In the YZ plane of FIG. 5, if the counterclockwise angle counted from the traveling direction of the incident light beam is defined as a positive declination, the declination 16d is negative in the optical deflector 16 and the declination 17d is in the concave mirror 17. It is positive. In this way, the optical deflector 16 and the concave mirror 17 are arranged so that their declination signs are opposite to each other. By adopting such an arrangement, the optical path difference of the light flux reaching the upper end and the lower end of the scanned surface 18 is reduced, so that trapezoidal distortion and bending of the image on the scanned surface 18 can be reduced.

If trapezoidal distortion or bending occurs in the image without adopting such an arrangement, it is possible to electrically correct it, but there is a problem that the image becomes dark because invalid pixels are generated. In the present embodiment, trapezoidal distortion and bending of the image can be reduced without electrical correction, so that brightness and high image quality can be ensured.

As described above, the optical scanning device 10 two-dimensionally scans the light fluxes having different wavelengths emitted from the light source elements 11R, 11G, and 11B to form a multicolor image on the scanned surface 18. In the optical path, the optical deflector 16 and the concave mirror 17 are arranged so that their deviation angles are opposite to each other. This has the following effects.

That is, by using the concave mirror 17, the color shift of the image on the scanned surface 18 can be reduced. Further, by using the concave mirror 17, the incident angle of the scanned surface 18 can be reduced at all the scanning angles, and the brightness of the scanned surface 18 can be increased. Further, by arranging the optical deflector 16 and the concave mirror 17 so that the signs of their declinations are opposite to each other, the optical path difference of the light flux reaching the upper end and the lower end of the scanned surface 18 is reduced, so that the scanned surface is scanned.
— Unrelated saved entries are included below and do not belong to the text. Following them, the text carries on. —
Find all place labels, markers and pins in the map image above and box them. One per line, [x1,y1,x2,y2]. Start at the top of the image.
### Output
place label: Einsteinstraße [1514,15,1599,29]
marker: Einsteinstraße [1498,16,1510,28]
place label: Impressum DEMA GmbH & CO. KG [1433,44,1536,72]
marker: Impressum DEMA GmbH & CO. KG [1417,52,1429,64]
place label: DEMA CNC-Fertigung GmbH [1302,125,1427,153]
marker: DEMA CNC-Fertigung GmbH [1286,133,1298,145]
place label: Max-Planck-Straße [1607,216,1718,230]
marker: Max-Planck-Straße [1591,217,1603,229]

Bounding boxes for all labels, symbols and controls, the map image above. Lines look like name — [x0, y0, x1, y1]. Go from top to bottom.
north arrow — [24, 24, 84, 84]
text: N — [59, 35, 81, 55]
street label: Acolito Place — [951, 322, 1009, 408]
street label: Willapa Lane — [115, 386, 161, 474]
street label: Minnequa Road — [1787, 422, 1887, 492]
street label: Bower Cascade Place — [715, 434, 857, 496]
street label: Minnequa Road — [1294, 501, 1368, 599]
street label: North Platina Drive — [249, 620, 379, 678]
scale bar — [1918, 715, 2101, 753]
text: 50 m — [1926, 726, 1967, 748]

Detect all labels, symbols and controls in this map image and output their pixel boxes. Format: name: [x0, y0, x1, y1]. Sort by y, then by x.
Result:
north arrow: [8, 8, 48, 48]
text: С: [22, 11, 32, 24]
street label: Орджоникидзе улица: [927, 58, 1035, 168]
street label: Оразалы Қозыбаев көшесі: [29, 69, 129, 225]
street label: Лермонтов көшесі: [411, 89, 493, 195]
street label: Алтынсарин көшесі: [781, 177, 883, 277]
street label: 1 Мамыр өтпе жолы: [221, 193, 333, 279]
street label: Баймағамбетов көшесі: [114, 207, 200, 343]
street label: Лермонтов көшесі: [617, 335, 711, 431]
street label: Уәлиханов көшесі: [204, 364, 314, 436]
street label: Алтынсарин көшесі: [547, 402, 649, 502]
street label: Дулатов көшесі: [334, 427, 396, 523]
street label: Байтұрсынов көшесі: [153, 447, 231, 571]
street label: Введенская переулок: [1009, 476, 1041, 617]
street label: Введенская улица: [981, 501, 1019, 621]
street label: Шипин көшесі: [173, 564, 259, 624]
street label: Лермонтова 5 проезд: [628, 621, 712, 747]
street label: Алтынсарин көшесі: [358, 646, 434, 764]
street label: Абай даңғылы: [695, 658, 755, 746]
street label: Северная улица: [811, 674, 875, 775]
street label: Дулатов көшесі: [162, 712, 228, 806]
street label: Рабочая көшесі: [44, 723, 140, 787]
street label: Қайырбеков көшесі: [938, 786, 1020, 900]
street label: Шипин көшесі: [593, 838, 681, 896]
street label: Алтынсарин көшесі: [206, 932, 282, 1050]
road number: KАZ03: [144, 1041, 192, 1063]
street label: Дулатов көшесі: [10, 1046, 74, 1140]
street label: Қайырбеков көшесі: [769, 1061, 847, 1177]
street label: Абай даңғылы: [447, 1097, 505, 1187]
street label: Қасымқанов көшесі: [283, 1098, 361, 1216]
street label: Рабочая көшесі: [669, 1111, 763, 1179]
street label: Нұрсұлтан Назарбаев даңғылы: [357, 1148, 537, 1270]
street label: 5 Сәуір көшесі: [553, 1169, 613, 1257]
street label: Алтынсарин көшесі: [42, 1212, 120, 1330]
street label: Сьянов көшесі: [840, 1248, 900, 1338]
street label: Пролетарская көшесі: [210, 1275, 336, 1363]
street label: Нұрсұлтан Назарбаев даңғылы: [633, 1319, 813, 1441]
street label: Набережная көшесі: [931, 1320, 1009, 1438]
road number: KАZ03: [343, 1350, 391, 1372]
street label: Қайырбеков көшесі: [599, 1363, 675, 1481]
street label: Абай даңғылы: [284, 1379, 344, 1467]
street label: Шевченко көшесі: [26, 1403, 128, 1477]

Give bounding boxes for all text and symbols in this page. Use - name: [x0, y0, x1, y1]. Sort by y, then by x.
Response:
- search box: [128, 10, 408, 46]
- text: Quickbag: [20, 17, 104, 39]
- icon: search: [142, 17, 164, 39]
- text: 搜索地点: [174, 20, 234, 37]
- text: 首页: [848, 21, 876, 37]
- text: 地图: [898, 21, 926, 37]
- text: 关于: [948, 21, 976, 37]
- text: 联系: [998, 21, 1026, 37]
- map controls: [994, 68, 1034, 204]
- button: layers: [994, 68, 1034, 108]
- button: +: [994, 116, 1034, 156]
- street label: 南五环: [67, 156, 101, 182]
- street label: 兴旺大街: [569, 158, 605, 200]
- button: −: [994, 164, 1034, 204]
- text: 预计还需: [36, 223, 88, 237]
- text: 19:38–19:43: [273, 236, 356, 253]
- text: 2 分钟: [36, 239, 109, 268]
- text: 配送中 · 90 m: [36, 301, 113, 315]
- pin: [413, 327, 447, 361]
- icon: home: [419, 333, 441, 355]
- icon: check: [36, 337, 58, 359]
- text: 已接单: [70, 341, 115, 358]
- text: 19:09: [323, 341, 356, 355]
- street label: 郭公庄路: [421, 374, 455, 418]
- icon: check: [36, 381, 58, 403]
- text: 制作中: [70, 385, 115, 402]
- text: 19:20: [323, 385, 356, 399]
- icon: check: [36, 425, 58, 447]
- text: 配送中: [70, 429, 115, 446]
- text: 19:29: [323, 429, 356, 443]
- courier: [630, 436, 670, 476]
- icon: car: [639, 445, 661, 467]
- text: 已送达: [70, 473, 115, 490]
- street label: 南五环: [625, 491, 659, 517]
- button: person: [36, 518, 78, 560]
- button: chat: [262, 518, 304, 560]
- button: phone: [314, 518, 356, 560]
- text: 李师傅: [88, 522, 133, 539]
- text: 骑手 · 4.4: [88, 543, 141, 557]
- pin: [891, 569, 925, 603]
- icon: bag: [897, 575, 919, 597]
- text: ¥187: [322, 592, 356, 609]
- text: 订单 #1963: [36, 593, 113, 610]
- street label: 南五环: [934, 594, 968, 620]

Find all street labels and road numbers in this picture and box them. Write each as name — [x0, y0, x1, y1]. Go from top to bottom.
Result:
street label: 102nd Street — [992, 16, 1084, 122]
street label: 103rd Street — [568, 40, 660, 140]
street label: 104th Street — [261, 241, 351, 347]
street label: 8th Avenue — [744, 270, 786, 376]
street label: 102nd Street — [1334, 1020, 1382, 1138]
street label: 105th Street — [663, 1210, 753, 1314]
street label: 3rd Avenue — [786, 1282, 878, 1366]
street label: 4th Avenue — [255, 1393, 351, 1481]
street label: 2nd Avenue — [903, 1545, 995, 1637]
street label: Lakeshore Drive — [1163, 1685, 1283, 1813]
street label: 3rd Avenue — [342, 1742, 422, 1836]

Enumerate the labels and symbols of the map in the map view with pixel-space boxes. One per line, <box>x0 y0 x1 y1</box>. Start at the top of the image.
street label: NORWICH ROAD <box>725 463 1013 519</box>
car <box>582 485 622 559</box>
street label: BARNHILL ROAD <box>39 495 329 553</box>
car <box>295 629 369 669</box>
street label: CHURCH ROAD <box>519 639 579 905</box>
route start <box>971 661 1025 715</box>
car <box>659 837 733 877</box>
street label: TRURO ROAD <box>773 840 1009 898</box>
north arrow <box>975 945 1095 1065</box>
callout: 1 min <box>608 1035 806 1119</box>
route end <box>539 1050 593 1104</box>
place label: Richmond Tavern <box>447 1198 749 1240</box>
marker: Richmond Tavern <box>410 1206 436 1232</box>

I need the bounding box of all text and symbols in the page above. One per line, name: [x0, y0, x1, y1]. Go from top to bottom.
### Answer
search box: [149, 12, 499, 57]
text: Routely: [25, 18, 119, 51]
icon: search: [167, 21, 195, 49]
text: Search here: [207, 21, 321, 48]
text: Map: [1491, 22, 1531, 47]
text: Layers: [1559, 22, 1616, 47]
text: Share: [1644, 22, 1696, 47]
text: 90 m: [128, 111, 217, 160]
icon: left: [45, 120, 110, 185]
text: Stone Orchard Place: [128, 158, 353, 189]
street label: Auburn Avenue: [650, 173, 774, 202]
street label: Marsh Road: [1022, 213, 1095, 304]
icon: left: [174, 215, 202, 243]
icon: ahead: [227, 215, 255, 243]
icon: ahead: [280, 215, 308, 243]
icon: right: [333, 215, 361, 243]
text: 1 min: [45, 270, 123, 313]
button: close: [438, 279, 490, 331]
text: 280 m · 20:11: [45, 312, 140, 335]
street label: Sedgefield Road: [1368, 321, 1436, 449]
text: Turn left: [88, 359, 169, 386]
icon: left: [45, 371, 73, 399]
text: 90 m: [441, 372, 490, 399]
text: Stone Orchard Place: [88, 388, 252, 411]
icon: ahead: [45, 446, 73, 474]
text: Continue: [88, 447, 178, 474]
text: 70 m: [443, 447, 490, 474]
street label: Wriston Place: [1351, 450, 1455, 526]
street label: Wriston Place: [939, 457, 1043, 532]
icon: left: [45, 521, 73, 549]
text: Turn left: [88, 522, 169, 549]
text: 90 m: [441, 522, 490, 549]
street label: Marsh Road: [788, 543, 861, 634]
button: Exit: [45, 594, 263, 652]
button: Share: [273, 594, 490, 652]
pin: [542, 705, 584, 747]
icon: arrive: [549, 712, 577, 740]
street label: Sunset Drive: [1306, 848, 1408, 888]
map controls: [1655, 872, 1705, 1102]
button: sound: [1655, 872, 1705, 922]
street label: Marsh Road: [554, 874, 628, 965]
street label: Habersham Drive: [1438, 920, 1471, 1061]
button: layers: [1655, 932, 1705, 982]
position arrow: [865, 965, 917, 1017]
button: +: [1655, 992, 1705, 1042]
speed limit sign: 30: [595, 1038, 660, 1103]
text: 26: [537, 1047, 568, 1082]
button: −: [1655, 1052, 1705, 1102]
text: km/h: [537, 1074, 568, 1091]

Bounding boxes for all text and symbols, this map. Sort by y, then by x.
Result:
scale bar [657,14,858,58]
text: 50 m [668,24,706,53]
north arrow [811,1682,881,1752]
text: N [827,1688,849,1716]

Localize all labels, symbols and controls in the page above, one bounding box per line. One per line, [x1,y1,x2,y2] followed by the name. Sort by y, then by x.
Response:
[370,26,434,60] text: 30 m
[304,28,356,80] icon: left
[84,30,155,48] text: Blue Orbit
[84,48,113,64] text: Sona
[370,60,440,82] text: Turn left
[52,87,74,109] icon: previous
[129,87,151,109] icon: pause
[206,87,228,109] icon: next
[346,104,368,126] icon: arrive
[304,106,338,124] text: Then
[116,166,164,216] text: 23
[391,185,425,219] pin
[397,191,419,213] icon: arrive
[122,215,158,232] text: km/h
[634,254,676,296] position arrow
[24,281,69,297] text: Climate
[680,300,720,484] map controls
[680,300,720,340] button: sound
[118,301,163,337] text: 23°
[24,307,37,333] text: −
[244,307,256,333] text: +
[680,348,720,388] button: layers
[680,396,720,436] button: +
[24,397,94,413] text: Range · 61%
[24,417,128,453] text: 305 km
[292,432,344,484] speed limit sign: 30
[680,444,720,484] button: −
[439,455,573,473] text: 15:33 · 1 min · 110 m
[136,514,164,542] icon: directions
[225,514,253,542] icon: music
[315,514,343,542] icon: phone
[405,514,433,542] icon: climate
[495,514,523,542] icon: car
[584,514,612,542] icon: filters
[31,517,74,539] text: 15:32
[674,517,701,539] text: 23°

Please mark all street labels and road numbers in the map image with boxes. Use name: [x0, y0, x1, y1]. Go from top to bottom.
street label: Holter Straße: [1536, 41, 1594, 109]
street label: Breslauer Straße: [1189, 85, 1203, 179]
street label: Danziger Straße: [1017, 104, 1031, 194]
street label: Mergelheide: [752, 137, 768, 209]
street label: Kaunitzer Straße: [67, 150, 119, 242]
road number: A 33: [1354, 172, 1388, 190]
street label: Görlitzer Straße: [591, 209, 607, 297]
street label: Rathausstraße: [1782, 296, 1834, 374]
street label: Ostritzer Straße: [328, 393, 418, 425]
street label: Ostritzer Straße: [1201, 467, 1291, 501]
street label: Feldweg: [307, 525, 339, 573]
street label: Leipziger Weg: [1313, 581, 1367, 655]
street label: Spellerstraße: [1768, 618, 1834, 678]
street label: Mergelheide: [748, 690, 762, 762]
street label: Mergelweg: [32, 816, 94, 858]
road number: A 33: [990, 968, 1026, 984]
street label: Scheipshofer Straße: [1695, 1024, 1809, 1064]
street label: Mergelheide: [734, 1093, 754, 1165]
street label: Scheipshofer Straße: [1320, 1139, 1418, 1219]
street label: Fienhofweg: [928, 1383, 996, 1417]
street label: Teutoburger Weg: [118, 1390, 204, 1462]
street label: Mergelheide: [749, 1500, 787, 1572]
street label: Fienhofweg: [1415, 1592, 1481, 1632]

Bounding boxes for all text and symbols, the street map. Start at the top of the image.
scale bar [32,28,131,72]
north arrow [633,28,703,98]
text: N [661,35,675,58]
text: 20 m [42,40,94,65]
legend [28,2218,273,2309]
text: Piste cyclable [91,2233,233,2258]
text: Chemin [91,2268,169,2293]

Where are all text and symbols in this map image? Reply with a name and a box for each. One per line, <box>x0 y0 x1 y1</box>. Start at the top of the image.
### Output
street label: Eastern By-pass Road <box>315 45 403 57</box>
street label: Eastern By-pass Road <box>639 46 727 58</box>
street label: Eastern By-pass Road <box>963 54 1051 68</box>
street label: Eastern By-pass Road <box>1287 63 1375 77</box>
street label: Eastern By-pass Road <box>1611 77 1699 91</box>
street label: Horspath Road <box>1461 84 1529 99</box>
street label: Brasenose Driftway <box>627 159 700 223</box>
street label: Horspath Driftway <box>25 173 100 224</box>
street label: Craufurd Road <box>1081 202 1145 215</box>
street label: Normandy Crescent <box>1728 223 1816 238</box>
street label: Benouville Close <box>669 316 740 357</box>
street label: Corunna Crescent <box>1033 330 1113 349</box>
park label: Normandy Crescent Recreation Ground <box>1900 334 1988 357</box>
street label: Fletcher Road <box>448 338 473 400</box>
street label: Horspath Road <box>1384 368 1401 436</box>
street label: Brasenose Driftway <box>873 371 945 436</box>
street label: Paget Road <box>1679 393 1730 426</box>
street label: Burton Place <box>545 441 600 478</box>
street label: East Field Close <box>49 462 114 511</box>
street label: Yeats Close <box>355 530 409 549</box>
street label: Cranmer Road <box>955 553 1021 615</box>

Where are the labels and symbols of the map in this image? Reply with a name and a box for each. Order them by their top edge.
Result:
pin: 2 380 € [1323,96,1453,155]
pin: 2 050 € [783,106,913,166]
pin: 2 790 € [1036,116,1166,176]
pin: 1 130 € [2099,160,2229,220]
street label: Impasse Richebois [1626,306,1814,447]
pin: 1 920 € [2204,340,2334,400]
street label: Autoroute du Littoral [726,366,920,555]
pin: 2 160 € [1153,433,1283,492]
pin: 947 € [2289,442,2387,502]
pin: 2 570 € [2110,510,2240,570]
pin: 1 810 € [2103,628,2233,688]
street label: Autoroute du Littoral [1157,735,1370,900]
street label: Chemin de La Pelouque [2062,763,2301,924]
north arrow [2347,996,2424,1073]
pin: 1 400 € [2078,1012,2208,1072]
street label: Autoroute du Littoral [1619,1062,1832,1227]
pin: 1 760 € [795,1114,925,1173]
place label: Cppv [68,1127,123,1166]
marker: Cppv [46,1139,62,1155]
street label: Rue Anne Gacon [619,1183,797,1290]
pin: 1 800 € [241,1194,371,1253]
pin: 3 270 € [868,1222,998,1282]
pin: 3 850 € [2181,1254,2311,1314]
Trapezoidal distortion and bending of the image on the surface 18 can be reduced. Further, by using the concave mirror 17, the optical scanning device 10 can be miniaturized. That is, it is possible to reduce the size of the optical scanning device 10 while ensuring the brightness and image quality of the image.

Next, returning to FIG. 1, the first mirror 21, the second mirror 22, and the semitransparent mirror 23 will be described. In the first embodiment, an example is shown in which a convex mirror is used as the first mirror 21, a concave mirror is used as the second mirror 22, and a semitransmissive mirror having a flat reflecting surface is used as the semitransmissive mirror 23. However, as shown in Examples described later, at least one of the first mirror 21 and the second mirror 22 may be a convex mirror. The first mirror 21 and the second mirror 22 may be collectively referred to as a projection optical system.

In the image forming apparatus 20, each light flux transmitted through the scanned surface 18 of the optical scanning apparatus 10 is folded back (reflected) by the first mirror 21 and incident on the second mirror 22. Each light flux incident on the second mirror 22 is folded back (reflected) by the second mirror 22 and incident on the semitransparent mirror 23.

In the image forming apparatus 20, since the first mirror 21 which is a convex mirror is arranged immediately after the surface to be scanned 18, sunlight entering the optical system of the image forming apparatus 20 is dissipated by the first mirror 21 which is a convex mirror. Will be done. Therefore, it is possible to prevent sunlight entering the optical system of the image forming apparatus 20 from concentrating on the surface to be scanned 18. Further, the convex mirror can make the intermediate image having a finite divergence angle a wider angle of view and shorten the optical path length, and is suitable for miniaturization. The convex mirror also has an advantage that chromatic aberration does not occur in the lens.

The semi-transmissive mirror 23 is a mirror having a transmittance of 10 to 70% in the visible region, and for example, a dielectric multilayer film or a wire grid is formed on the side where the light flux folded back by the second mirror 22 is incident. Has a reflective surface. The reflecting surface of the semitransmissive mirror 23 can selectively reflect the wavelength band of the luminous flux emitted by the light source element. That is, it may have a reflection peak or a reflection band including wavelengths λR, λG, and λB, or may be formed so as to increase the reflectance in a specific deflection direction.

In the present embodiment, as described above, the reflecting surface of the semitransmissive mirror 23 is a flat surface, but the surface opposite to the reflecting surface is substantially parallel to the reflecting surface. That is, the thickness of the semitransparent mirror 23 is substantially constant.

That is, the semitransmissive mirror 23 selectively reflects the wavelength band of the luminous flux emitted by the light source elements 11R, 11G, and 11B of the optical scanning device 10. Therefore, it is possible to increase the brightness of a plurality of image lights having a specific wavelength emitted from the optical scanning device 10.

The reflective surface of the first mirror 21 can be anamorphic. That is, the reflecting surface of the first mirror 21 can be a reflecting surface in which the curvature in the predetermined direction and the curvature in the direction orthogonal to the curvature are different. By making the reflecting surface of the first mirror 21 anamorphic, the curved surface shape of the reflecting surface can be adjusted, and the aberration correction performance can be improved.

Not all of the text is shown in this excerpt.